Tuesday 30 November 2021

The Saintelyon; impossible is nothing

I had it already written out in my head what this blog would be about. The journey called the Saintelyon Ultra Trail and the positive experience it would give me. May be because I dreamt about doing it so much and how incredible it would feel completing that ultra distance in an iconic race such as the Saintelyon that it set me up for disappointment. I cried at the finish line, actually I cried most of the distance. And they were not tears of happiness as I had imagined it in my head but it was sadness that creeped into my body. Sadness that I still was not able to control my pain issues, no matter how hard I worked, no matter what I did, the chronic pain bear would keep on screaming at me and during the Saintelyon he screamed louder than he had for a long long time.
The funny thing was the race itself was everything I had dreamt off, if not more. Standing on the start line just before midnight with thousands of other exited runners whilst large snow flakes tumbled endlessly out of the sky is an experience I will never forget. I do not like people, I do not like crowds or hypes, yet standing there with all those people felt like magic. United by a shared passion and slight madness wanting to run 78kms of hilly trails through a snow storm and bitter cold temperatures. 

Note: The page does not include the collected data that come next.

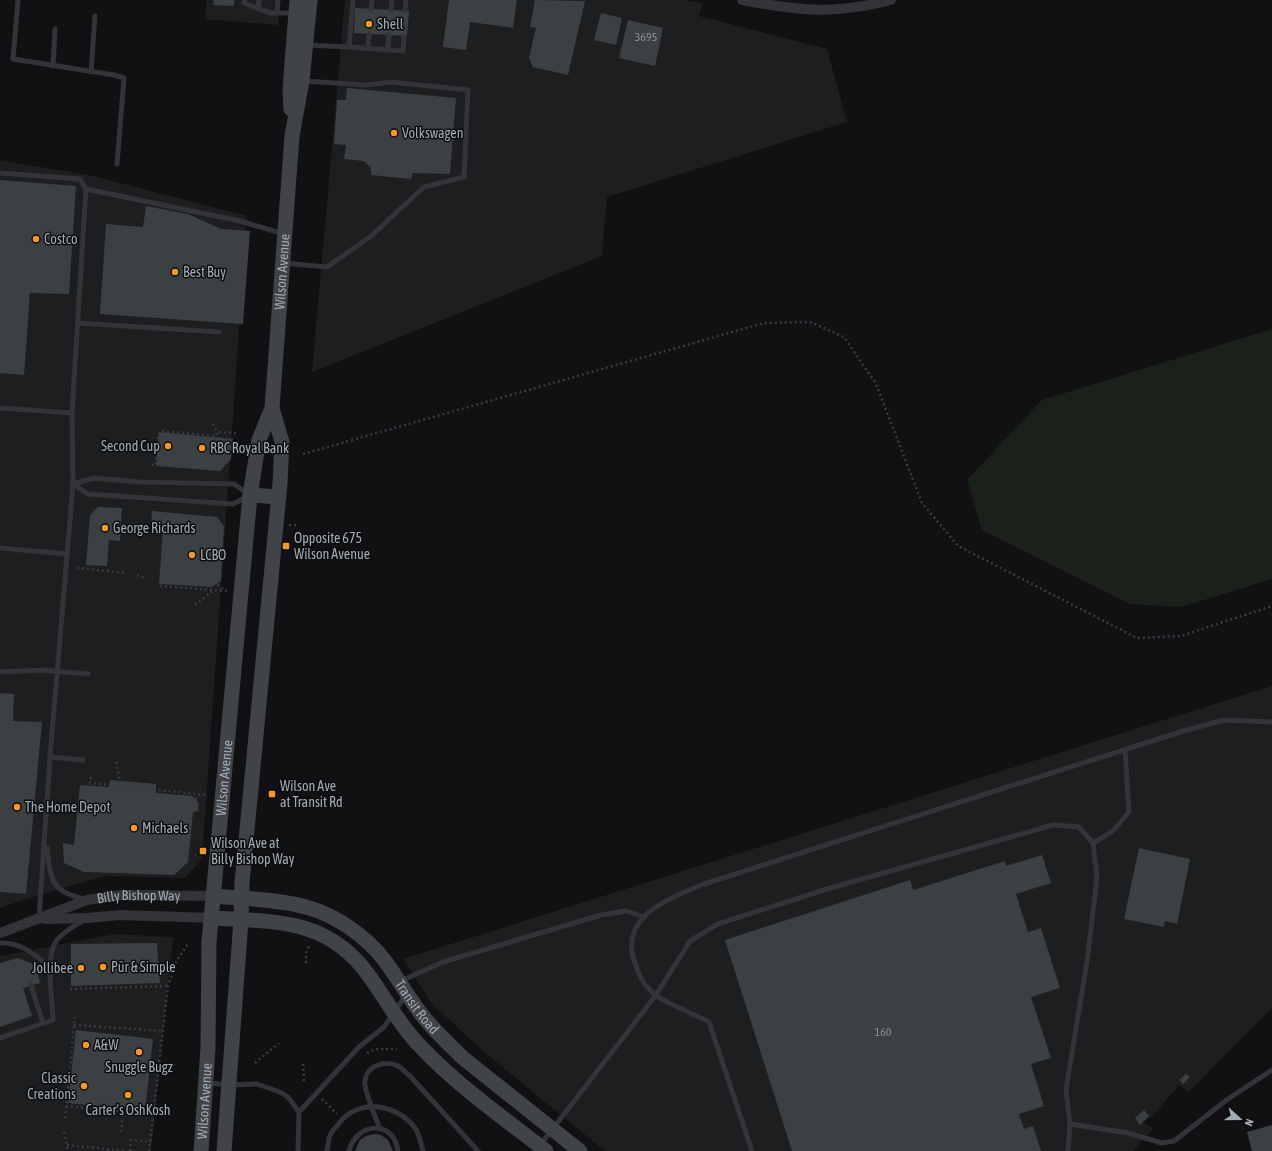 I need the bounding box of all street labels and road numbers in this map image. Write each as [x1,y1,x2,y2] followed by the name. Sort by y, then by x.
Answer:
[271,233,293,310] street label: Wilson Avenue
[213,739,235,817] street label: Wilson Avenue
[96,887,181,906] street label: Billy Bishop Way
[392,977,442,1037] street label: Transit Road
[194,1063,215,1140] street label: Wilson Avenue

I had read blogs about this race and I experienced everything my fellow runners had written about it. The thousands of little lights weaving through the dark country side, through the snow, through enchanted forests. It literally took my breath away at times which had nothing to do with the physical exertion. There were people dancing, people singing, volunteers supporting all along the course deep into the night and early morning hours. They must have been freezing cold, wet and tired but yet we were celebrated as the heroic ones running past them through the night. The camaraderie amongst the runners was incredible, I have loved the ultra trail running world from a distance for a long time but never experienced firsthand what it would feel like to be part of it. And it felt incredible. 

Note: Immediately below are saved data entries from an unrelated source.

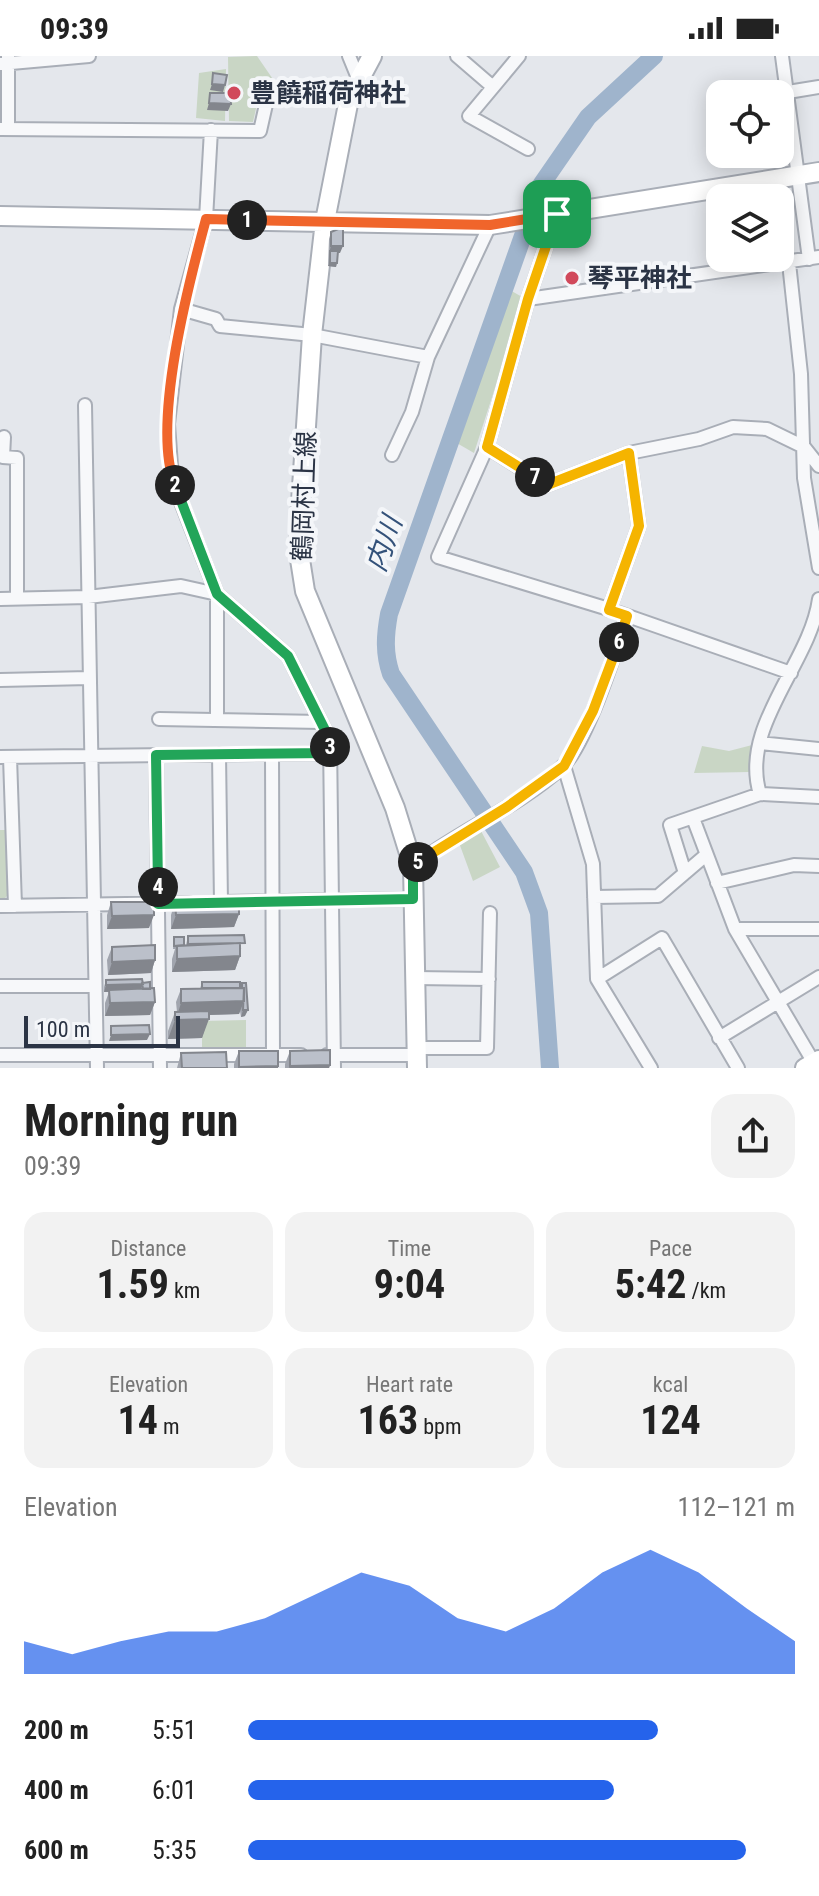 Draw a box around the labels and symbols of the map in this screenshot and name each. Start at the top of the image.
place label: 豊饒稲荷神社 [250,78,406,108]
marker: 豊饒稲荷神社 [225,84,243,102]
pin [523,180,591,248]
pin: 1 [227,200,267,240]
place label: 琴平神社 [588,263,692,293]
marker: 琴平神社 [563,269,581,287]
street label: 鶴岡村上線 [287,431,321,561]
pin: 7 [515,457,555,497]
pin: 2 [155,465,195,505]
water label: 内川 [359,509,410,576]
pin: 6 [599,622,639,662]
pin: 3 [310,727,350,767]
pin: 5 [398,842,438,882]
pin: 4 [138,867,178,907]
scale bar [24,1012,180,1048]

Before running the Saintelyon I watched “long shorts” a film about legendary runners Francois D’Haene and Courtney Dauwalter, in which they explained that focussing on a time you want to run or a placing you want to get has no meaning in running ultra’s as the uncertainty of making it to the finish line is simply to big. So the one goal in running ultra’s is the finish line, however long it might take you. And I held on to those words for dear life for the 11 hours it took me to complete my first Ultra.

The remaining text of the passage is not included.